Monthly waste of time :-) Has anyone been able to buy a Digital TV USB stick in Israel and get it to work under Linux?
Oron Peled
oron at actcom.co.il
Thu Aug 26 13:23:31 IDT 2010
On Wednesday, 25 בAugust 2010 23:39:43 geoffrey mendelson wrote:
> As far as I know the manufacturer of the box has to publish the code,
> not the OEM or importer, who just sticks their name on it.If they have
> a site in China in Chinese, with no other languages, with the code
> available for download, or a comment that you send them ten dollars
> for postage and producing a disk, they will send you the code, they
> have fullfilled the GPL requirements.
Hey, hey, not so quick:
* Importers are not exempt from copyright law:
Please check http://www.jnul.huji.ac.il/heb/docs/IL-copyright-2007.pdf
An imported copyright infringing work is handled just as if
the infringment was done in Israel (page 2, "definitions")
* Also, from item 1 in the license (GPLv2):
"... and give any other recipients of the Program a copy
of this License along with the Program."
You can bet every sold device has nice page from company lawyers
with tons of copyrights messages regarding *their* rights.
Failing to include a copy of the *GPL license* is a violation in itself.
* If you check item 3 in the license, you'll see that for commercial
distributor the only valid options are:
- Supply the source with the program
- "Accompany it with a written offer..." to supply the source code.
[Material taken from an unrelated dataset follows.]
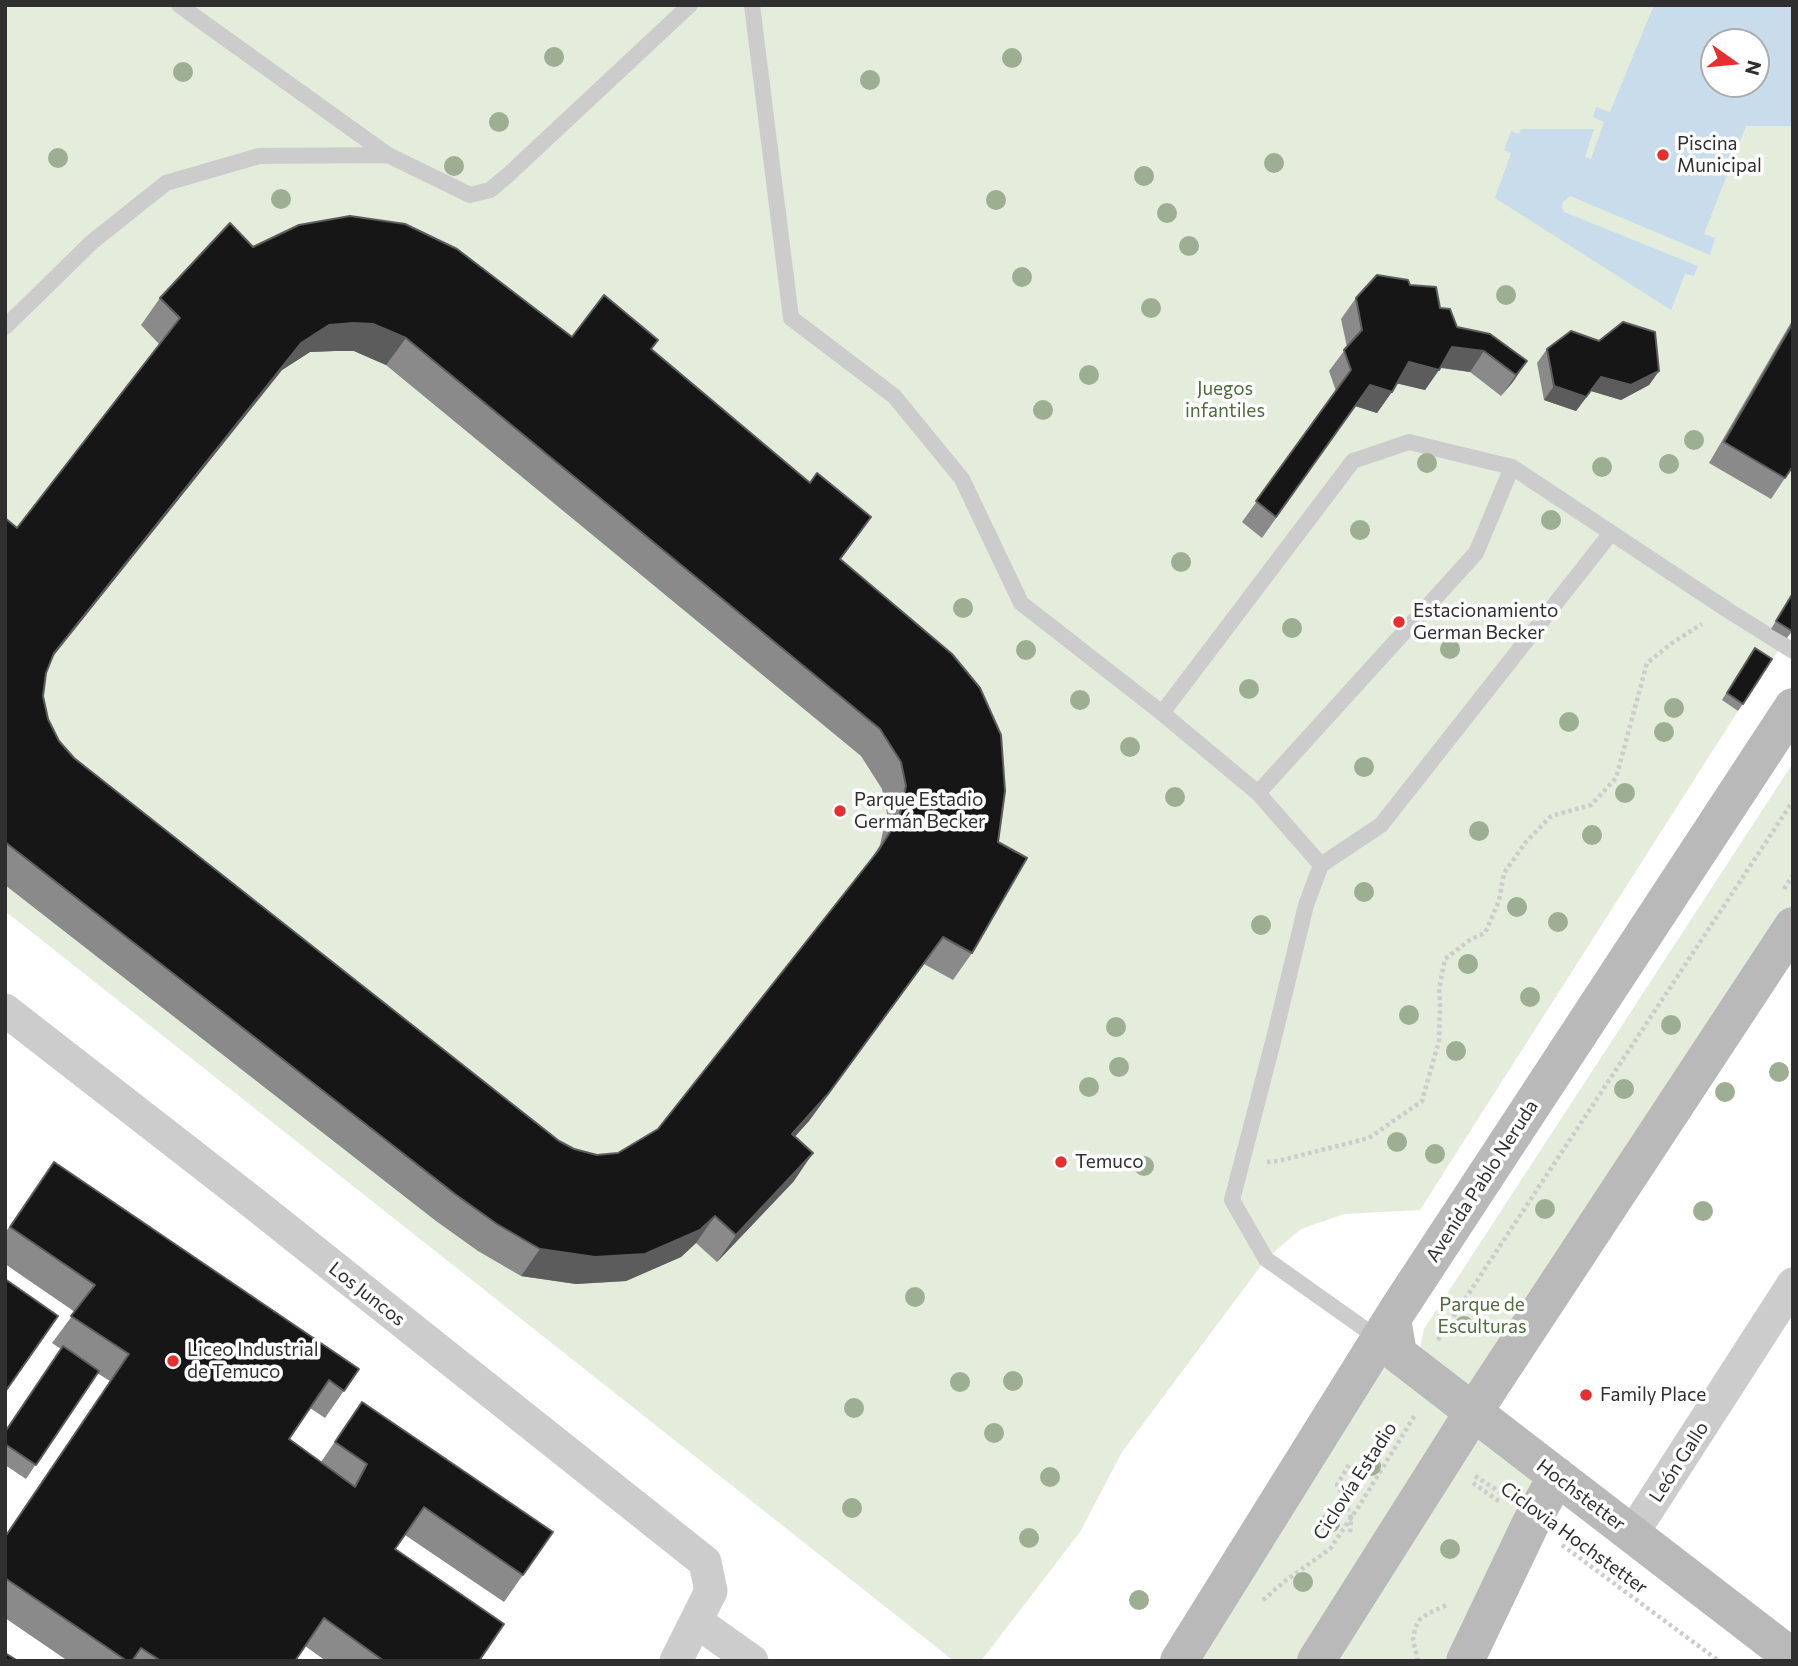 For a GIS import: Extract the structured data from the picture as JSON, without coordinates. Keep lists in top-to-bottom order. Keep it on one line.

Now try to convince a judge that publishing in some manufacturer's
web-site is equivalent to this.
I haven't seen a company waive its rights away so easily as you just did
for Free Software projects... Let's be more carefull next time.
--
Oron Peled Voice: +972-4-8228492
oron at actcom.co.il http://users.actcom.co.il/~oron
There are only 10 types of people in the world-
Those who understand binary, and those who do not.